The Global Futures for Agriculture project, launched in early March 2010, is led by the International Food Policy Research Institute (IFPRI) and builds upon the already existing economic model IMPACT (International Model for Policy Analysis of Agricultural Commodities and Trade). This model has been used in the past for projecting future production, consumption, and trade of key agricultural commodities while taking into account the effects of climate change, water availability, population growth, urbanization, and other major drivers of global change. The Global Futures for Agriculture project improves upon this model by including location-specific biophysical data; current and future technology options; climate risk; and the impact of potential agricultural investments on global food supply and demand, food prices, economic growth, and poverty alleviation.
The SEP will play a major role in assessing the future outlooks for maize and wheat, and will work on improving database information and creating model scenarios for these two crops. Crop and water availability simulation models will also complement modeling of climate change risks on crop yields and production. All will be important for refining and calibrating the IMPACT model.

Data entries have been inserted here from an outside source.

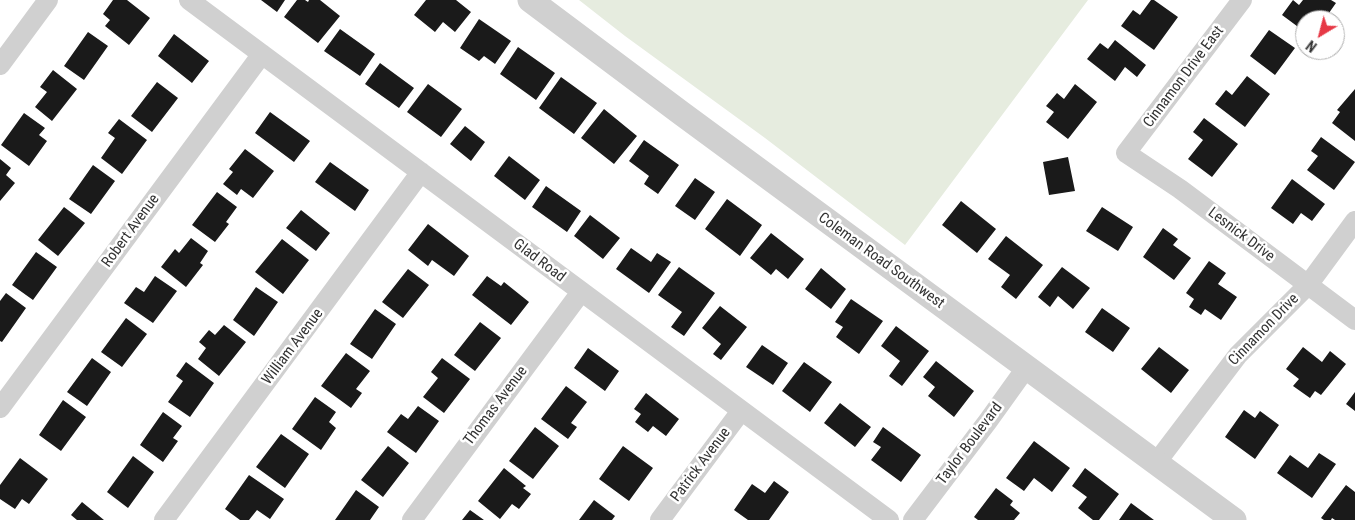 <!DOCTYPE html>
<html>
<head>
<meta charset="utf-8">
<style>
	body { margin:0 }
	#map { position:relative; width:1355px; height:520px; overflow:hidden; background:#fff; font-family:"Roboto Condensed",sans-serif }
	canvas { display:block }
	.north { position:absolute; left:1295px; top:10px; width:50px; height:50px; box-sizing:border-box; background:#fff; border:1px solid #adadad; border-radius:50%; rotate:217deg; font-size:14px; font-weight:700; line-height:20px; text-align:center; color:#333 }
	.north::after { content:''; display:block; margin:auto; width:18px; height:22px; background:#e63946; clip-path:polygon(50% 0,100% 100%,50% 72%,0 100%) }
</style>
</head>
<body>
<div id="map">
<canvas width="1355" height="520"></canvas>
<div class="north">N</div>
</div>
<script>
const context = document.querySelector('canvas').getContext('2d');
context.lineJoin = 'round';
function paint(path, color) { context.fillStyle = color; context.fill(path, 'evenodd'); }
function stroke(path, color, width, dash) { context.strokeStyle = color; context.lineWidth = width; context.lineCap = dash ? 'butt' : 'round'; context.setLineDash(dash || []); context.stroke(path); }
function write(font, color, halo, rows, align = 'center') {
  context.font = font + ' "Roboto Condensed",sans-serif'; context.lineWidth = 5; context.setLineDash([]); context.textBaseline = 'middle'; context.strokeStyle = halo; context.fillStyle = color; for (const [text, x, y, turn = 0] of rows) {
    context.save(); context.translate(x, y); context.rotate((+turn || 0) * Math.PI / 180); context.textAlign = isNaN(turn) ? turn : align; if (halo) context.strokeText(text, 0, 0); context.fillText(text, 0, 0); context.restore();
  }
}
const green = new Path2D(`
	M579,0H1088L905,245L765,138L625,36Z`);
const building = new Path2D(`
	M113,0H127L150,18L129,45L105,26L110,20L103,14Z
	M261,0H285L277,12Z
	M297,0H305L308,2L309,0H320L340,16L318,43L284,17Z
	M426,0H456L471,12L455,32L443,22L435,32L414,15Z
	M1151,0H1154L1178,17L1154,50L1121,26L1133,10L1140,15Z
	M1293,0L1299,5L1303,0H1331L1336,3L1324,20H1305V32L1282,15Z
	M479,19L511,41L495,64L484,56L479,61L460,48Z
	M340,29L375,54L360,76L324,51Z
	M1269,30L1295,48L1275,75L1250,56Z
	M88,32L108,46L84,80L64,66Z
	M174,34L209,61L192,83L158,56Z
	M1115,40L1146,65L1137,77L1125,67L1115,81L1087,59L1100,43L1108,49Z
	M518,47L555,73L536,100L500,74Z
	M380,63L414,88L399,108L365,84Z
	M53,70L77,89L52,121L35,107L47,92L40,87Z
	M1247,76L1270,94L1245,127L1215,104L1226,90L1232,95Z
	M561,77L597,103L574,134L539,108Z
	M157,82L178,98L152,132L131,116Z
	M428,84L462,109L441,137L407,112Z
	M1075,84L1097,102L1068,139L1046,122L1054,112L1046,106L1057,93L1064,99Z
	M1355,89V141L1332,123L1340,112L1337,110Z
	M604,109L637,136L614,164L581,138Z
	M270,112L310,141L294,162L255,133Z
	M24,113L45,128L39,135L47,141L29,166L1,145Z
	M1204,118L1238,144L1212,177L1188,159L1203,140L1193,132Z
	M119,119L147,140L122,174L101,158L115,138L108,133Z
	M465,126L485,142L471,161L450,144Z
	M1321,137L1355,162L1334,190L1307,170L1318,156L1311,151Z
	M644,140L679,165L658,194L644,184L649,176L629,161Z
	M245,149L274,171L253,198L241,189L237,195L223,184L233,172L229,169Z
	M509,156L540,180L525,200L494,176Z
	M1068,157L1075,191L1049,195L1043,162Z
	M0,159L11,168L6,175L15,183L0,201Z
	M330,162L369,190L355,211L315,182Z
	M93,165L115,181L91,214L69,199Z
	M695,178L715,192L695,220L675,206Z
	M1292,179L1325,204L1312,221L1301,213L1293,224L1271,208Z
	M546,186L581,211L567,232L532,207Z
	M217,192L237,207L226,222L229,224L215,242L192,225Z
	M727,199L762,225L740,256L705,229Z
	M961,201L996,229L977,253L942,225Z
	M64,207L85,223L58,256L38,240Z
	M1102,207L1133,227L1118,251L1086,231Z
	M301,210L330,233L316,251L286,228Z
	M590,215L620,238L603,259L574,236Z
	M428,224L469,256L454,276L432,260L428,266L408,250Z
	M1163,228L1178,239L1173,245L1191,258L1174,280L1143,257Z
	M771,233L804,259L788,279L776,269L771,275L750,258Z
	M1006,236L1043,265L1016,299L1001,287L1010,275L988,259Z
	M191,238L208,251L200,263L203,265L186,287L161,267L175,249L179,253Z
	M282,239L309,260L283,294L255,272Z
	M631,248L651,262L657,253L671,262L649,293L616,269Z
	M36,252L57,267L33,300L12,285Z
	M1209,261L1226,273L1218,284L1237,297L1221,320L1205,309L1201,315L1189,307L1194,299L1186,293Z
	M679,267L715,293L684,336L671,327L682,312L658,295Z
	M1062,267L1090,288L1073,309L1058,296L1050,307L1038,297Z
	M821,268L846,289L831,309L805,289Z
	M408,269L429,285L403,318L382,302Z
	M155,276L177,291L153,323L124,303L136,287L144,292Z
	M487,276L501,286L504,282L529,302L511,325L472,295Z
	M256,287L278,302L254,336L233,320Z
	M6,293L26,308L2,342L0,341V301Z
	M851,299L883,321L859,354L836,337L843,327L835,322Z
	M720,306L747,327L721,360L713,354L721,344L702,328Z
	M1102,308L1130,328L1113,352L1085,332Z
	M375,309L396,324L372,359L350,344Z
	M126,318L147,334L122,367L101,352Z
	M480,322L501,338L475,371L454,355Z
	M224,325L246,342L219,376L198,359L206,348L199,342L209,330L215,335Z
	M896,326L929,351L902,386L889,376L900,361L881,346Z
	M762,345L788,363L773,385L746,367Z
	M1159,347L1189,370L1171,393L1141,369Z
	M1303,347L1322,362L1330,351L1346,364L1321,395L1315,391L1310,398L1293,386L1299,379L1286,369Z
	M588,348L619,371L605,391L574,368Z
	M346,353L370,371L356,389L362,393L351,408L321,386Z
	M92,358L111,372L87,406L67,392Z
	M442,358L470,379L444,413L423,397L438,378L431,372Z
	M936,361L974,391L954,417L928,396L935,387L923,377Z
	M186,362L214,383L190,417L168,402L183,381L176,376Z
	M804,362L832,382L810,412L782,391Z
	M566,386L587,402L571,423L577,427L568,439L541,419Z
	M1355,392V411L1346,404Z
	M646,393L679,419L666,436L653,426L648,432L635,422L641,414L634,409Z
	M315,397L336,412L329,422L336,428L321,450L292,429Z
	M63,400L86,417L61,451L39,435Z
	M840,403L871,427L855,447L824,423Z
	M418,406L439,421L416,453L387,432L401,414L408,419Z
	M1244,410L1255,418L1260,411L1279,425L1255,459L1225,437Z
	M163,412L182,426L173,438L178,441L163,462L140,445Z
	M535,427L559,446L533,479L509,461Z
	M883,427L921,455L901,482L871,460L881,447L873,442Z
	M281,434L309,454L285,488L256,467Z
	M1034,441L1070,468L1052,492L1034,478L1024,491L1006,478Z
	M388,446L409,463L383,497L361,480Z
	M623,446L653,468L629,501L599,479Z
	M1319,453L1336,464L1312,498L1277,473L1290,455L1308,468Z
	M133,456L154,472L128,508L107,492Z
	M20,458L48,479L29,504L22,499L15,509L0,499V485Z
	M504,468L526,486L523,488L531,494L519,509L512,504L500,519L478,501Z
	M1085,468L1119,494L1099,520H1093L1078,508L1087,497L1072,486Z
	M249,475L284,499L270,519L257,510L249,520H240L225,509Z
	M774,481L789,492L769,520H748L734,510L752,484L765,493Z
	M1346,485L1355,492V520H1335L1332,518L1331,520H1324L1321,518Z
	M996,488L1013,501L1010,505L1020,513L1014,520H978L974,517Z
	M356,490L379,507L370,520H335Z
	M594,500L615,516L612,520H579Z
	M82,502L104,520H77L71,515Z
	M1131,503L1154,520H1119Z
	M470,510L484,520H462Z`);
const minor = new Path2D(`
	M189,0L889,520
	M1242,0L1126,153L1180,189L1355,320
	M0,65L48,0
	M0,408L262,54
	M1156,463L1238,355L1308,285L1355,221
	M164,520L421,172
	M412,520L581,292
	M660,520L741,411
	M913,520L988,421L1026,368`);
const tertiary = new Path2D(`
	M530,0L681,113L1234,520`);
const streetNames = [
	["Cinnamon Drive East",1184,77,-53],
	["Robert Avenue",131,231,-54],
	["Lesnick Drive",1241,235,37],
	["Glad Road",539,261,37],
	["Coleman Road Southwest",881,261,36],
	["Cinnamon Drive",1264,330,-46],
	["William Avenue",293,347,-53],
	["Thomas Avenue",496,406,-53],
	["Taylor Boulevard",970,444,-53],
	["Patrick Avenue",701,465,-53]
];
paint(green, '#e6ecdf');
paint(building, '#1a1a1a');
stroke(minor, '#d0d0d0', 20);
stroke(tertiary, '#d0d0d0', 25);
write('15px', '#333', '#fff', streetNames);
</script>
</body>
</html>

A new associate scientist to be based in Nairobi, Kenya, will be hired to work with other scientists on this project, and will closely collaborate with CIMMYT breeders, agronomists, and economists to improve the center’s foresight on alternative futures for maize and wheat in terms of improving global food security and system sustainability. Additionally, CIMMYT will work with the International Livestock Research Institute (ILRI) and the International Center for Research in Agroforestry (ICRAF) to set up a High Performance Cluster of computers able to run the IMPACT model in Nairobi.